I buy my cheap baskets in Chinatown, but I don't put them in the dishwasher. Sometimes I line them with cotton napkins that I bought from the thrift store, which can go in the laundry after use. You could get plastic baskets or colanders from the dollar store and line them with washable cloth liners too.

If you have use of the commercial kitchen for two days, will you be bulk fermenting and proofing there as well? Is there fridge space for bulk retarding, or are you doing same-day mix and bake? I assume you've got transportation of ingredients and finished loaves all sorted.

Good luck!

lepainSamidien's picture
lepainSamidien

50 loaves (100 loaves divided by 2 days of baking) could either very easily be mixed by hand or require a mixer, but that all depends on the size of the loaf. If you are baking 50-1 kg loaves, then you would need approximately 60 kg of dough, which would be a bit of a challenge if you don't have a good deal of experience working with that kind of volume by hand. You don't need to be the world's strongest man to do it. This guy--https://www.youtube.com/watch?v=J3FieqILEZk--mixes up about 60 kg of bread (33 kg flour, 22 kg water, plus levain and salt), and he doesn't strike me as someone who's hitting the gym that often. But it's all about the gestures . . . 
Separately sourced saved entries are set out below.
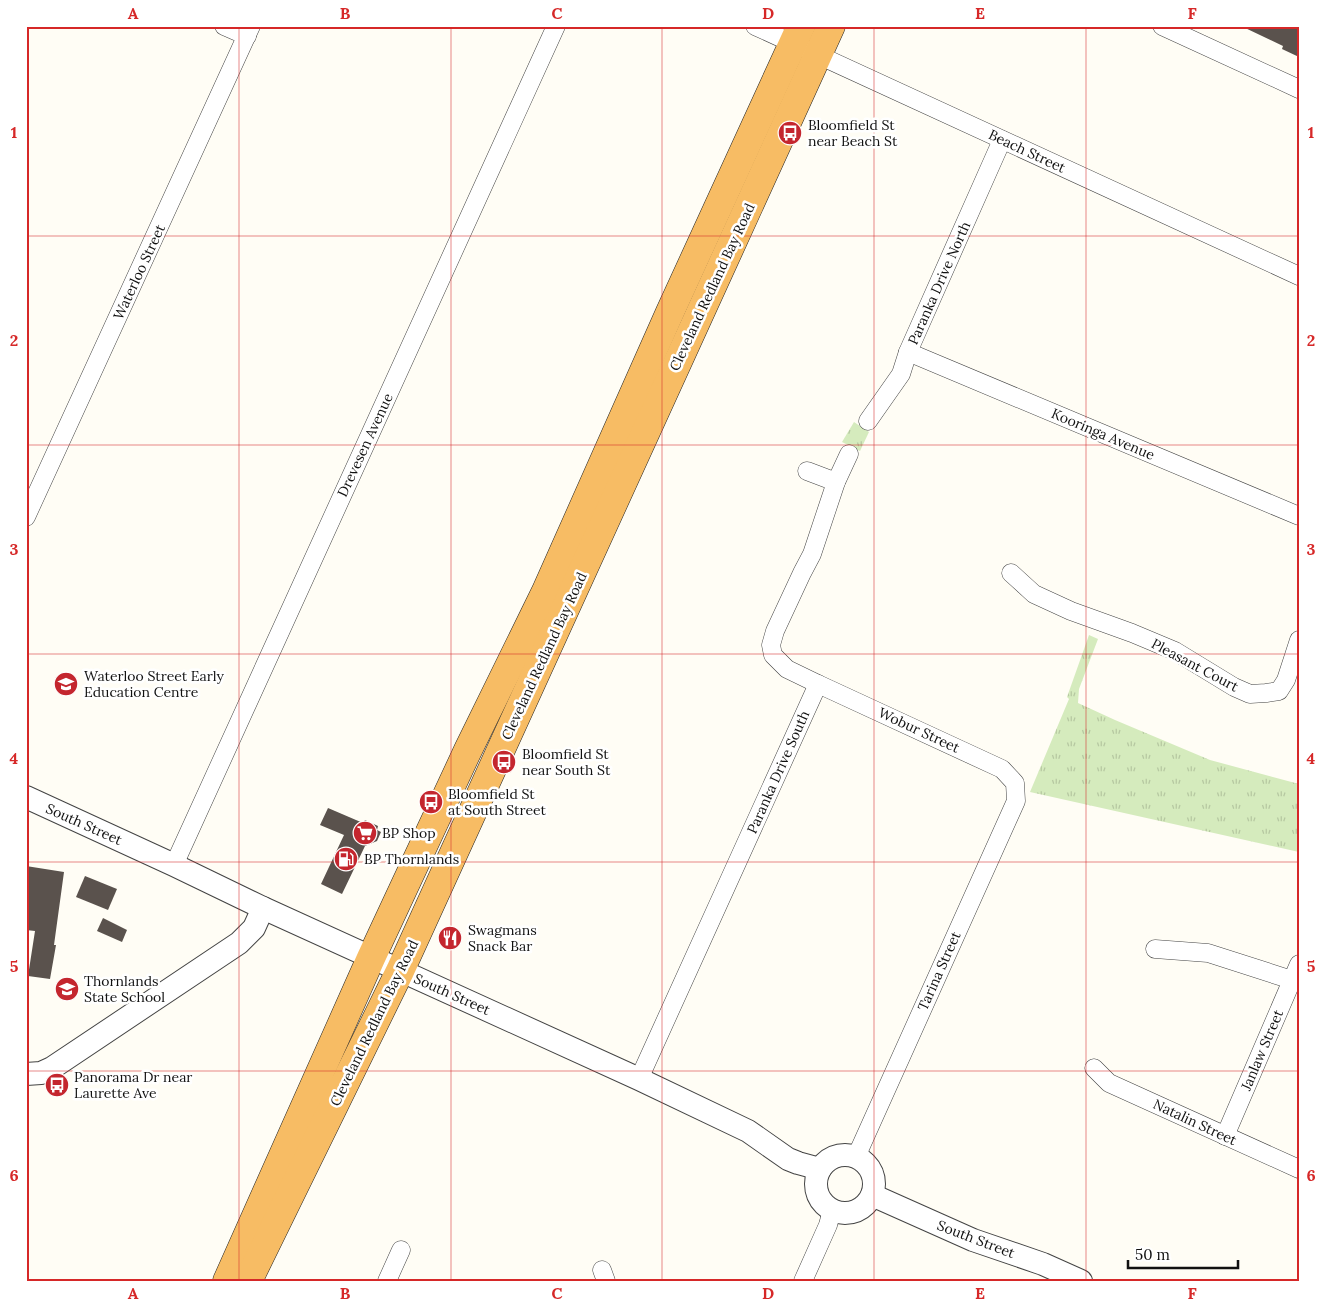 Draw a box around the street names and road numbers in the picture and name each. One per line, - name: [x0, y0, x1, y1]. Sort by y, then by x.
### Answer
- street label: Beach Street: [986, 125, 1069, 177]
- street label: Cleveland Redland Bay Road: [665, 200, 759, 374]
- street label: Paranka Drive North: [904, 219, 974, 347]
- street label: Waterloo Street: [109, 221, 169, 323]
- street label: Drevesen Avenue: [333, 390, 397, 500]
- street label: Kooringa Avenue: [1049, 404, 1158, 464]
- street label: Cleveland Redland Bay Road: [497, 569, 591, 743]
- street label: Pleasant Court: [1148, 634, 1242, 696]
- street label: Wobur Street: [876, 703, 963, 757]
- street label: Paranka Drive South: [743, 708, 813, 836]
- street label: South Street: [43, 799, 125, 849]
- street label: Tarina Street: [914, 928, 965, 1013]
- street label: Cleveland Redland Bay Road: [326, 937, 422, 1109]
- street label: South Street: [411, 969, 493, 1019]
- street label: Janlaw Street: [1236, 1006, 1287, 1094]
- street label: Natalin Street: [1150, 1095, 1240, 1149]
- street label: South Street: [935, 1216, 1018, 1262]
However, let's say your loaves are half that size -- 500 g, a little more than a pound. You'd be looking at about 30 kg of dough, which--although heavy--is certainly doable by hand. As far as gluten development is concerned, you can play around with a formula that will allow the gluten develop with minimal intervention. Depending on the flours you use, you can get good bread structure without working the dough too much. I worked a little while at a bakery in Normandy where EVERYTHING was done by hand . . . even ingredients were "weighed" by eye and the doughs were developed by feel. Very minimal kneading (maybe 5 minutes) in the wood dough troughs for all breads, followed by a stretch and fold 30 minutes to and hour later. Then a long fermentation.
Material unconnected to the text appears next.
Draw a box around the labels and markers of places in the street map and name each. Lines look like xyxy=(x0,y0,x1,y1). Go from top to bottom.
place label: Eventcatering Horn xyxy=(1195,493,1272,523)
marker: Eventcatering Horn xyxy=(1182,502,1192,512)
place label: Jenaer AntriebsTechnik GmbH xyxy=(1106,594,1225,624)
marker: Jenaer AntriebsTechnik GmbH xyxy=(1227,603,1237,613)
If you want to be able to get good structure without too much physical toll, I would recommend either investing in a good mixer, or developing a formula that uses VERY little sourdough culture or yeast. The longer the bulk ferment you can get out of your dough without over acidifying, the better the structure will be. But you'd be surprised with how little fermentation and work you can get away with. I worked with a baker in Provence who did little more than mix his ingredients very roughly (flour, water, levain, salt), do a VERY light stretch and fold after an hour, after another hour onto shaping, another hour and a half and they're in the oven. So not even four hours of fermentation and he was still getting well-structured, well-risen bread ! Do some experimenting to arrive at a method that allows you to work how you want to work.

If you can get an oven that doesn't vent too heavily, loading enough bread in there with something like Sylvia's steam method (soaked towels in baking pans) should give you good enough results.

As for a digital scale, any well-rated professional scale will do.

For baskets, you can buy cheap plastic molds and line them with linen. That way, you don't have to worry about doing dishes after baking. Just shake the linen and let dry.

pmccool's picture
pmccool

lepainSamidien, would you expand on the rough sketch you have provided about the practices you saw in Provence, please?

Things I'd like to know more about:

  • Ambient temperatures
  • Flour characteristics
  • Formula, even if just an approximation
  • Starter type and maintenance
  • Anything else you think is germane

His process is so different from what I've learned about sourdough so far that I'm really curious as to how he made it work.